Pulling on Afrofuturist themes, Komikka Patton’s motifs relate to Black motherhood and motherships. In a post-apocalyptic world that reconstructs societal hierarchies and authorities with a mark of an “X” and brings forth a voice to a truth that seems to have been denied access to a sanctioned stage. Patton has recently returned from overseas and her most contemporary work cycles narratives that explore comprehensive visions of futuristic Utopias/Dystopias that converge at the intersection of awareness, power, and emancipation; anchoring them with direct relevance to contemporary social issues in ways that communicate their (Blacks) participation in, and alienation from the larger world. Using drawing, printmaking, and collage gives me opportunity to tap into the world of the fictional, surreal, and mythical. And worlds are born, realms that are stories of survival and that seem to be made up of a biologically ingrained endurance that boils down to skin color. Mother was born out of the unknown as it relates to ancestry, self, having a single black mom, fear of motherhood, and mortality. At Guttenberg Arts, Patton is interested in perceptions of time in relation to Blackness. Just how fluid is time when wrapped in traume, what does it mean when the past does not stay in the past, and what happens when the past is also the future.
Prior to the Opening Reception to MADE HERE: FALL 2019 on December 7th, Guttenberg Arts will host a Holiday art sale in support of their new glass blowing facilities (3pm - 7pm).

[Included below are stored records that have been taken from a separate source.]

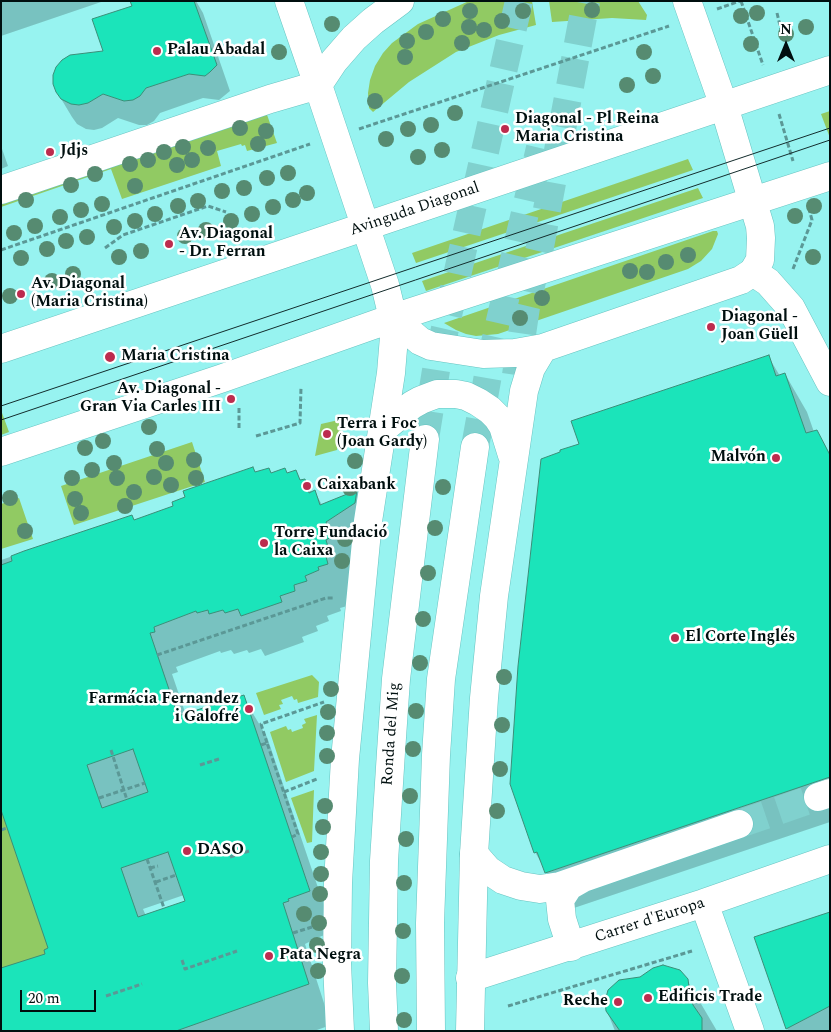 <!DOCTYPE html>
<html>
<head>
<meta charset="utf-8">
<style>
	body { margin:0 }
	#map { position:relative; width:831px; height:1032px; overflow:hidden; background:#97f3f0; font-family:Spectral,serif }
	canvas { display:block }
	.frame { position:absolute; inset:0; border:2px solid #000f0f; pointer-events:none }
	.north { position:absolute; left:761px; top:20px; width:50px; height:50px; -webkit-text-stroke:4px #fff; paint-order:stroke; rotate:0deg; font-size:14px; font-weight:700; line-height:20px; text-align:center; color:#000f0f }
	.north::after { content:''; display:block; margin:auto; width:18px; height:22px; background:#000f0f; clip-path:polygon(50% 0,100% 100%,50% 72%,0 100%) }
	.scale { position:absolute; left:20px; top:990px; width:76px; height:22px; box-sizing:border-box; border:2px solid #000f0f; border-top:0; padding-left:6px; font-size:15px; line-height:18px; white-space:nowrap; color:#000f0f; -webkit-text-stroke:4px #fff; paint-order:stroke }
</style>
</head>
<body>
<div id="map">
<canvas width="831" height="1032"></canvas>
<div class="frame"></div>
<div class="north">N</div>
<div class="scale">20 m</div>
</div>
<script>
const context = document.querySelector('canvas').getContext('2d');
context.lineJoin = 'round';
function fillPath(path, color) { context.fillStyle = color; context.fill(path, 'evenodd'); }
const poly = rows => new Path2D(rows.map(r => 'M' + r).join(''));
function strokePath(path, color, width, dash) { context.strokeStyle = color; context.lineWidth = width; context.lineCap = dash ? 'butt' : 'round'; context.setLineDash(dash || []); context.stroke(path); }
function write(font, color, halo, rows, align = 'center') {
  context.font = font + ' Spectral,serif'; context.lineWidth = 5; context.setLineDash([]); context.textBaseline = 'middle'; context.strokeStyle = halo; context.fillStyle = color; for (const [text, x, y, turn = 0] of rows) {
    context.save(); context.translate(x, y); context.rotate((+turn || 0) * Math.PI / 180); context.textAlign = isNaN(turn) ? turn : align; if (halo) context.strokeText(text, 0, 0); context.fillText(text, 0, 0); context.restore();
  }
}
fillPath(poly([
	[469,1,532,1,536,25,499,35,456,52,409,82,373,112,369,108,368,93,370,80,375,66,383,53,392,43,418,24],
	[549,1,638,1,647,15,646,20,612,18,552,22],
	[830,111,830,138,821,114],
	[266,112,277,143,247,151,245,145,242,146,241,144,217,151,221,166,122,199,111,169,1,207,1,202],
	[688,159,693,170,416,263,412,253],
	[698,188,703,198,426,291,422,281],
	[713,231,717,231,718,234,712,249,701,261,688,269,498,334,476,336,466,334,456,330,444,323],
	[1,410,9,432,1,435],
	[343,419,337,450,315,456,321,424],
	[192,442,205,482,74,525,61,486],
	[19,498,33,539,1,549,1,504],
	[312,675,319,682,318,697,298,703,297,699,294,700,292,696,281,700,283,704,279,705,281,709,264,715,256,693],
	[317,715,314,771,286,782,270,732,286,726,288,730,291,729,292,732,303,728,302,725,306,723,304,719],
	[314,790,312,842,307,843,291,798],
	[1,805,52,955,1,972]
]), '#91ca63');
fillPath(poly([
	[1,1,104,1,1,36],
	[131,1,196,1,203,13,230,91,219,100,203,98,160,113,154,121,147,125,139,125,118,118,102,128,94,130,86,129,77,124,72,117,57,92,104,52,133,7],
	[1,146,8,166,1,169],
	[768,356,780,376,785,374,807,412,814,432,830,455,830,822,568,910,535,852,581,445],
	[296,472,301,481,304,480,312,493,315,492,322,505,357,491,380,531,378,544,349,563,353,578,348,581,352,591,351,605,340,608,341,611,327,616,329,621,316,626,318,631,302,637,304,642,265,656,261,649,249,653,247,650,234,654,231,650,221,653,220,651,176,667,178,672,172,674,186,715,243,697,267,737,333,932,311,940,311,941,305,944,331,1025,314,1031,1,1031,49,949,1,806,1,560,25,552,134,521,175,507,255,473,287,475],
	[184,895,186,902,146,916,143,909],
	[830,913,830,1031,788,1031,756,938],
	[687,980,717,1031,615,1031,607,1011]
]), '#0003');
const building = poly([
	[130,1,194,1,217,65,210,72,205,76,189,74,146,88,140,96,133,100,124,101,103,94,88,103,79,105,71,104,61,99,56,92,53,84,53,75,56,67,62,60,70,55,103,51,92,19,132,6,130,1],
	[769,355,776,376,785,373,806,433,817,430,830,455,830,777,545,873,537,852,534,853,510,784,518,666,541,459,560,452,560,450,579,444,571,421,769,355],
	[253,467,255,472,269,468,271,473,285,468,287,473,296,470,300,480,305,479,309,493,315,490,320,505,357,490,355,503,326,522,331,537,326,540,329,550,325,553,328,564,318,567,319,570,305,576,307,581,294,585,295,591,280,596,282,602,241,616,238,609,225,613,223,610,209,614,208,610,197,613,196,611,154,627,155,632,150,633,178,716,244,695,310,891,288,899,289,901,283,903,309,984,176,1031,1,1031,1,968,45,954,44,950,48,948,1,810,1,565,12,561,11,556,24,551,132,515,134,520,173,506,172,502,185,497,183,491,253,467],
	[133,749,148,792,102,808,87,765,133,749],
	[168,852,185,901,138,917,121,868,168,852],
	[830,912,830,1006,786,1029,754,937,830,912],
	[663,965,680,970,688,979,690,995,693,1005,702,1018,702,1031,620,1031,606,1011,605,1001,608,990,619,980,640,977,653,968,663,965]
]);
fillPath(building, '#1be4ba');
strokePath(building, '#3b8e78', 1);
strokePath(poly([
	[739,824,818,797]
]), '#80d1ce', 28, [28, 14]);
strokePath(poly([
	[516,375,526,307,540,247,586,1],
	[425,439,437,364,519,1],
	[475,447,490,364,540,148]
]), '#80d1ce', 28, [28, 14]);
const minor = poly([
	[289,1,318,85],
	[753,272,768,282,791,308,830,382],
	[818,797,830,793],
	[474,854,488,870,503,880,521,886,540,889,560,886,739,824],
	[704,903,750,1031],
	[571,947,562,919,560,900,569,886,583,878],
	[470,978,704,903,830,859]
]);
const major = poly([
	[318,85,385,285,393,318,394,337,391,373,368,521,345,759,338,883,337,963,340,1031],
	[1,190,270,99,318,85,334,61,354,38,373,21,400,1],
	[393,318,420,341,431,346,483,354,515,353,543,348,741,280,753,272,760,260,761,238,760,226,724,106,687,1],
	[1,349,830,70],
	[383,429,412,405,421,400,437,394,456,394,466,396,478,402,490,410,497,417,503,426,512,455],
	[1,452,223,378,393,318,830,176],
	[384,1031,382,983,384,861,391,752,396,679,425,439],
	[431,1031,430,923,436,755,441,679,475,447],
	[470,1031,474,854,484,698,494,596,524,391,531,368,543,348]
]);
strokePath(minor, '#67c3c0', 29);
strokePath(major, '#67c3c0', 29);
strokePath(poly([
	[741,1,763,65],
	[717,9,740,1],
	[777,13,784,42],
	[779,114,793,161],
	[359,129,669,26],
	[105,248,123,235,208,206,226,212],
	[1,250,310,144],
	[793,269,812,220,809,209],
	[239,428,239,407],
	[256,436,300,423,301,387],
	[157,655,326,598,333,598],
	[267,743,261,724,324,702],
	[261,745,267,743,298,834,292,837],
	[111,750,127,800],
	[200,765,219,759],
	[284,792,317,779],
	[99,798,145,783],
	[1,830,7,828],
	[230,857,249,851],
	[147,859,164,908],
	[150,868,158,866],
	[156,882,176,875],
	[293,933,312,927],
	[182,960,185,969,237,951],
	[106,996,142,984],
	[508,1006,692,951]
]), '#5b9896', 3, [5, 2.5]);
strokePath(minor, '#fff', 28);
strokePath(major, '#fff', 28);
strokePath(poly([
	[1,406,830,128],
	[1,420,830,140]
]), '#132c2c', 1);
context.fillStyle = '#568b71';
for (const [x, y] of [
	[592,10],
	[470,11],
	[523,11],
	[757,13],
	[741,16],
	[443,19],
	[502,21],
	[332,24],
	[469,27],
	[806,27],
	[484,30],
	[426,32],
	[786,34],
	[407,41],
	[462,43],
	[751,44],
	[279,52],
	[644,52],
	[405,57],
	[653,76],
	[627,85],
	[375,101],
	[455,113],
	[431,125],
	[240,128],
	[408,129],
	[266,131],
	[386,139],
	[258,144],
	[183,147],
	[208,148],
	[442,150],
	[164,152],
	[418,157],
	[148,160],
	[192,160],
	[130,164],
	[177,165],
	[288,173],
	[95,174],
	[267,178],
	[71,185],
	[135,186],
	[244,188],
	[222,191],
	[307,193],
	[26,200],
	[293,200],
	[198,201],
	[102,204],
	[178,206],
	[814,206],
	[273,207],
	[81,210],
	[155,214],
	[252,214],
	[795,216],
	[60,217],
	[135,221],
	[231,221],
	[35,226],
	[114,227],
	[206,230],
	[14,233],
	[185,236],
	[87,237],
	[66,241],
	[47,249],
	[141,251],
	[688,255],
	[119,257],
	[813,257],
	[21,258],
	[666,262],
	[630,271],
	[647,272],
	[73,274],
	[52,281],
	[10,296],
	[542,298],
	[520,318],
	[149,427],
	[103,441],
	[85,448],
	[157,449],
	[194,460],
	[355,461],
	[114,463],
	[166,463],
	[92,470],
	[154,477],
	[72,478],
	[117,478],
	[196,478],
	[171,485],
	[443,487],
	[350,488],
	[134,492],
	[10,498],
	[75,499],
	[125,506],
	[81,513],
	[435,528],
	[25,531],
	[345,539],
	[342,561],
	[428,573],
	[423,619],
	[420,663],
	[504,677],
	[331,689],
	[416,711],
	[328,712],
	[502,725],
	[327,733],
	[413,749],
	[327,756],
	[500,769],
	[410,796],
	[325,806],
	[497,811],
	[323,827],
	[406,839],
	[321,852],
	[321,874],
	[404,883],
	[320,894],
	[304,914],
	[319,923],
	[403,931],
	[317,945],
	[318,971],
	[402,976],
	[404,1020]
]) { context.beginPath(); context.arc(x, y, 8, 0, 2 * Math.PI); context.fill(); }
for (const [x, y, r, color] of [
	[157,51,5,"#bc2c4e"],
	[505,129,5,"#bc2c4e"],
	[50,152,5,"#bc2c4e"],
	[169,244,5,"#bc2c4e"],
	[21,294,5,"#bc2c4e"],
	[711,327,5,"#bc2c4e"],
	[110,357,6,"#bc2c4e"],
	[231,399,5,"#bc2c4e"],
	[327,434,5,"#bc2c4e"],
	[776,458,5,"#bc2c4e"],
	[307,486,5,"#bc2c4e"],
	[264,543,5,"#bc2c4e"],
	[675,638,5,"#bc2c4e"],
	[249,709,5,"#bc2c4e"],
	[187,851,5,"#bc2c4e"],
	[269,956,5,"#bc2c4e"],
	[648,998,5,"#bc2c4e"],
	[618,1002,5,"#bc2c4e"]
]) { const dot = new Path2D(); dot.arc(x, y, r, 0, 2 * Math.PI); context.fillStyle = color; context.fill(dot); strokePath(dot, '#fff', 2); }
write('bold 16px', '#000f0f', '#fff', [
	["Palau Abadal",167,51],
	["Diagonal - Pl Reina",515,120],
	["Maria Cristina",515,138],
	["Jdjs",60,152],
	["Av. Diagonal",179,235],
	["- Dr. Ferran",179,253],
	["Av. Diagonal",31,285],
	["(Maria Cristina)",31,303],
	["Diagonal -",721,318],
	["Joan Güell",721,336],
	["Maria Cristina",121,357],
	["Av. Diagonal -",221,390,"right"],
	["Gran Via Carles III",221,408,"right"],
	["Terra i Foc",337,425],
	["(Joan Gardy)",337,443],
	["Malvón",766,458,"right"],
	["Caixabank",317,486],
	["Torre Fundació",274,534],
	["la Caixa",274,552],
	["El Corte Inglés",685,638],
	["Farmácia Fernandez",239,700,"right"],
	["i Galofré",239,718,"right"],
	["DASO",197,851],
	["Pata Negra",279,956],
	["Edificis Trade",658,998],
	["Reche",608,1002,"right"]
], 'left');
write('16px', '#000f0f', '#fff', [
	["Avinguda Diagonal",415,210,-19],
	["Ronda del Mig",392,734,-86],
	["Carrer d'Europa",650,921,-18]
]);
</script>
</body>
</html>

Exhibition: December 7, 2019 - December 31st, 2019; Opening Reception on Saturday December 7th, 7-9pm.
Guttenberg Arts programming is made possible by a grant from the New Jersey State Council on the Arts, a division of the Department of State, and administered by the Hudson County Office of Cultural & Heritage Affairs, Thomas A. Degise, Hudson County Executive & the Hudson County Board of Chosen Freeholders.